## Task to complete
From the line with "<h2>In der Nähe<small></small></h2>" to the final line, print the records exactly as they are.

(Saved data entries)
═══
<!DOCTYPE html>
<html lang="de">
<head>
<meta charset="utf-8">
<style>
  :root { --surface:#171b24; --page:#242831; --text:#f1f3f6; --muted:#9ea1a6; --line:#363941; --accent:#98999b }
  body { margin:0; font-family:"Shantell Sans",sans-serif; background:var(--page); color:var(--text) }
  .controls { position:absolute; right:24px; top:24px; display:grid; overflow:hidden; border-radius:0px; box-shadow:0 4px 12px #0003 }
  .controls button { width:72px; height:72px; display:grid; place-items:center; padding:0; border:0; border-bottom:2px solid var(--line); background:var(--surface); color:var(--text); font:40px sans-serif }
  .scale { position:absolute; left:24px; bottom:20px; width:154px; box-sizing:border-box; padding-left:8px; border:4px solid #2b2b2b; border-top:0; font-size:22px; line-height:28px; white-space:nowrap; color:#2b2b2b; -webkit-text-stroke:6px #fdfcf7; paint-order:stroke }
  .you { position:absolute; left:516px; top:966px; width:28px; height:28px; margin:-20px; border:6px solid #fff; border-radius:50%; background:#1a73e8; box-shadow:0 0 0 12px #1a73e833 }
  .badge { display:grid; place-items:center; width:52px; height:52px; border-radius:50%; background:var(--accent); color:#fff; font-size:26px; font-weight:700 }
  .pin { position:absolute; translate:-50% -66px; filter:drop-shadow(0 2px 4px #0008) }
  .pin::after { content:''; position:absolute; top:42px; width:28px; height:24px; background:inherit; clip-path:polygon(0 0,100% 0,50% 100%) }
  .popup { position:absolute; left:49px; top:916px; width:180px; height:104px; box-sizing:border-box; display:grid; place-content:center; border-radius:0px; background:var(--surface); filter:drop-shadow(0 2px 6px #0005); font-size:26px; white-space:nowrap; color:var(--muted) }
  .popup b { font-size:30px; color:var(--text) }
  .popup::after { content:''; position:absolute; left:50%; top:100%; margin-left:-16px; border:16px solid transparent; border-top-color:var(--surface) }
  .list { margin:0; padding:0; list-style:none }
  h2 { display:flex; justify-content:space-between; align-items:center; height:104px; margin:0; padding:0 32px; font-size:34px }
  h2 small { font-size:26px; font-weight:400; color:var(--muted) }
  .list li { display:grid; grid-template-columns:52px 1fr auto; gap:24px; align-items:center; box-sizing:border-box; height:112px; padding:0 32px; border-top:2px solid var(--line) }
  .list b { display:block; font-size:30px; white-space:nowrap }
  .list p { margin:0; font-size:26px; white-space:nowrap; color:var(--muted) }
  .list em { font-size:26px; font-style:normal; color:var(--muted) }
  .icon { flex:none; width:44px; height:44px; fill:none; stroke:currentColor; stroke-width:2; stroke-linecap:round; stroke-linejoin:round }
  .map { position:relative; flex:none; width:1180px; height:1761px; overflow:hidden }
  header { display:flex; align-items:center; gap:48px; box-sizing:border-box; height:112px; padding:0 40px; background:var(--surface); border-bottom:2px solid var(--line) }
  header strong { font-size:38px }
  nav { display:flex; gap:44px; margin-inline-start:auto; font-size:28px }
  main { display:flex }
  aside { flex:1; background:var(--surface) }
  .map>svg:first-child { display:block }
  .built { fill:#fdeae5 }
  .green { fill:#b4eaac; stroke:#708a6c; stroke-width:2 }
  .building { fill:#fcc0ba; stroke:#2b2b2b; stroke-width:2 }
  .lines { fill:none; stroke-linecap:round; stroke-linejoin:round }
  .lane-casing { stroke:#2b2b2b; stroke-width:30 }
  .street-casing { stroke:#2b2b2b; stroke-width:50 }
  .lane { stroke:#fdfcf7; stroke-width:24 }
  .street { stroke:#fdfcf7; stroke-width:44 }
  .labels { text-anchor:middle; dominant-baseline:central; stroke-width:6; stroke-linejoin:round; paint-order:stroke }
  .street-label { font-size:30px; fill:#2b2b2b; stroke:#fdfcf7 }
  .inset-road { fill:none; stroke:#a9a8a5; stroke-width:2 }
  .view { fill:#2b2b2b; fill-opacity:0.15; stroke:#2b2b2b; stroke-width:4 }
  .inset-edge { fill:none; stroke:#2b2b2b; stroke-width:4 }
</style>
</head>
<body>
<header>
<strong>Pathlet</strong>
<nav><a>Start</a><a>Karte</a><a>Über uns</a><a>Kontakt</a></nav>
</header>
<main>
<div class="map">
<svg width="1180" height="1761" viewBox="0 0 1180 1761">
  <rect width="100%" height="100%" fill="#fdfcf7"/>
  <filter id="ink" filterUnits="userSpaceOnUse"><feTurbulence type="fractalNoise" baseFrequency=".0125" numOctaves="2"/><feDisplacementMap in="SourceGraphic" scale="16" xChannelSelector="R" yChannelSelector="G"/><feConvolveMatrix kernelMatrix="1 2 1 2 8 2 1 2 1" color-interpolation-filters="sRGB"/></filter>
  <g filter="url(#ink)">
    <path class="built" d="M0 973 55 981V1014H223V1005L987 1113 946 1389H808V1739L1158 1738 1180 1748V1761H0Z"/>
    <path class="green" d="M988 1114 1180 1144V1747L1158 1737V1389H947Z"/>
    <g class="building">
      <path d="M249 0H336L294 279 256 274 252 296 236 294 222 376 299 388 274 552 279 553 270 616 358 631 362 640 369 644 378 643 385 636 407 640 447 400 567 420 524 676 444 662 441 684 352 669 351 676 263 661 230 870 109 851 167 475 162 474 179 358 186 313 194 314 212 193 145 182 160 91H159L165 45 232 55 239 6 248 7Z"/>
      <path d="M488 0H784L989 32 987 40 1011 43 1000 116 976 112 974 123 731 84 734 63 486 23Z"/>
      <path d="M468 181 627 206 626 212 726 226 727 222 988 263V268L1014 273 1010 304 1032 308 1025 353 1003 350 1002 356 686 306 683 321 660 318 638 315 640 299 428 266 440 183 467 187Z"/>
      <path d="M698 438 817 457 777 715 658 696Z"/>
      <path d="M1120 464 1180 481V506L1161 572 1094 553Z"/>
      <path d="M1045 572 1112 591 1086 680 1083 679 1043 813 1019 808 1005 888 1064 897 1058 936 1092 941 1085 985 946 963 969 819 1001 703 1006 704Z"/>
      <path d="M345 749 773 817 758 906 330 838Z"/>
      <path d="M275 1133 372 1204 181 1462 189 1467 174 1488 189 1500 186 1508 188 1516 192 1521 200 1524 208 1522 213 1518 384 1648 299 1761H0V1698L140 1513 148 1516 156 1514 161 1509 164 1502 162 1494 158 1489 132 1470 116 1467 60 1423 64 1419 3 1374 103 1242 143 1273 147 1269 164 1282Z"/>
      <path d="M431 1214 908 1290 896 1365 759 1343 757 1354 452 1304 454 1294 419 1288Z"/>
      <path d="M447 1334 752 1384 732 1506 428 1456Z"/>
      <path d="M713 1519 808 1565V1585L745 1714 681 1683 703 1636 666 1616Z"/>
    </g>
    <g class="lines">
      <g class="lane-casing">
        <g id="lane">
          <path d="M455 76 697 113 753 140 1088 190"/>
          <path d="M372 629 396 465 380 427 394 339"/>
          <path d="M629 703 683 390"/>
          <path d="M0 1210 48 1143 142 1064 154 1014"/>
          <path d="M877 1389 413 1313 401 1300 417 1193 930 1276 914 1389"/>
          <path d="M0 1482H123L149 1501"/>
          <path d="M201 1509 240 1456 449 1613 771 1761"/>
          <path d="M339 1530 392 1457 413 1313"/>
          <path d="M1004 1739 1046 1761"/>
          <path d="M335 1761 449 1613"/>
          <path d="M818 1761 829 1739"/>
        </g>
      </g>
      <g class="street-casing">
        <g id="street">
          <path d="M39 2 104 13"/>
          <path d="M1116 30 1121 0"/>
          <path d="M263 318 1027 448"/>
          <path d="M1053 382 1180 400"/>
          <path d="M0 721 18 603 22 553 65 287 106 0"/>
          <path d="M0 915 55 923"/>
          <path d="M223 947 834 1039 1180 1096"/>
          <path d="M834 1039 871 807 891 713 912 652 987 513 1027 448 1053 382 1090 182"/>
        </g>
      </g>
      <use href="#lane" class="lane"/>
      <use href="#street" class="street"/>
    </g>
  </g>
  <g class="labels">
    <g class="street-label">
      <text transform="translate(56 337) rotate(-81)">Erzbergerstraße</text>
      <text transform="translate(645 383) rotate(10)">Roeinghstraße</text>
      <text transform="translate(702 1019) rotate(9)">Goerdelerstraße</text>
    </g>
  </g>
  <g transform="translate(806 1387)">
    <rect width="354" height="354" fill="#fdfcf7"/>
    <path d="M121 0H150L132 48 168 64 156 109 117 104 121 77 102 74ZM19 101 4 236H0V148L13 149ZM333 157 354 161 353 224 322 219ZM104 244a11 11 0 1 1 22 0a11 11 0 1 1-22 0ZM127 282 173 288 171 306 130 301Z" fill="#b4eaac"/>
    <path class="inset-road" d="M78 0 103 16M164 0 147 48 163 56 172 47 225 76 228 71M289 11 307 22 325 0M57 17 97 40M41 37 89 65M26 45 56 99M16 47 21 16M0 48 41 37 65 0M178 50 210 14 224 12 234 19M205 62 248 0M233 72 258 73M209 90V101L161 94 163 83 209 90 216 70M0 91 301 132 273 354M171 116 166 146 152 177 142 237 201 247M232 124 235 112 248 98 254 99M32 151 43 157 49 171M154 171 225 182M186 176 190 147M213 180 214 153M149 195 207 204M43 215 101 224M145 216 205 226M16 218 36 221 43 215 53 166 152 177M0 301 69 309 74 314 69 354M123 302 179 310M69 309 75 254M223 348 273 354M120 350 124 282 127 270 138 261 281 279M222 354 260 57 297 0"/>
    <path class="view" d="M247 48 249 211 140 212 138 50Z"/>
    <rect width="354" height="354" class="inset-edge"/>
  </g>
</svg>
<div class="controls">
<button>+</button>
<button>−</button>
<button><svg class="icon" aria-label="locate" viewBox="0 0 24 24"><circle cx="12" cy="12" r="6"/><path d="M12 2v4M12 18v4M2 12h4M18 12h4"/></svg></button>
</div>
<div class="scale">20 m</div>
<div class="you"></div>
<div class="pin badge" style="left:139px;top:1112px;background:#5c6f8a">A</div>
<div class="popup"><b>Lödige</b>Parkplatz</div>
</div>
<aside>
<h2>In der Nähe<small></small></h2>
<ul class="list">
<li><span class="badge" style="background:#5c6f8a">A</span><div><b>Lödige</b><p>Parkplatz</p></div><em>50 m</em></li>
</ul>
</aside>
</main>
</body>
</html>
═══
## Solution to the exercise
<h2>In der Nähe<small></small></h2>
<ul class="list">
<li><span class="badge" style="background:#5c6f8a">A</span><div><b>Lödige</b><p>Parkplatz</p></div><em>50 m</em></li>
</ul>
</aside>
</main>
</body>
</html>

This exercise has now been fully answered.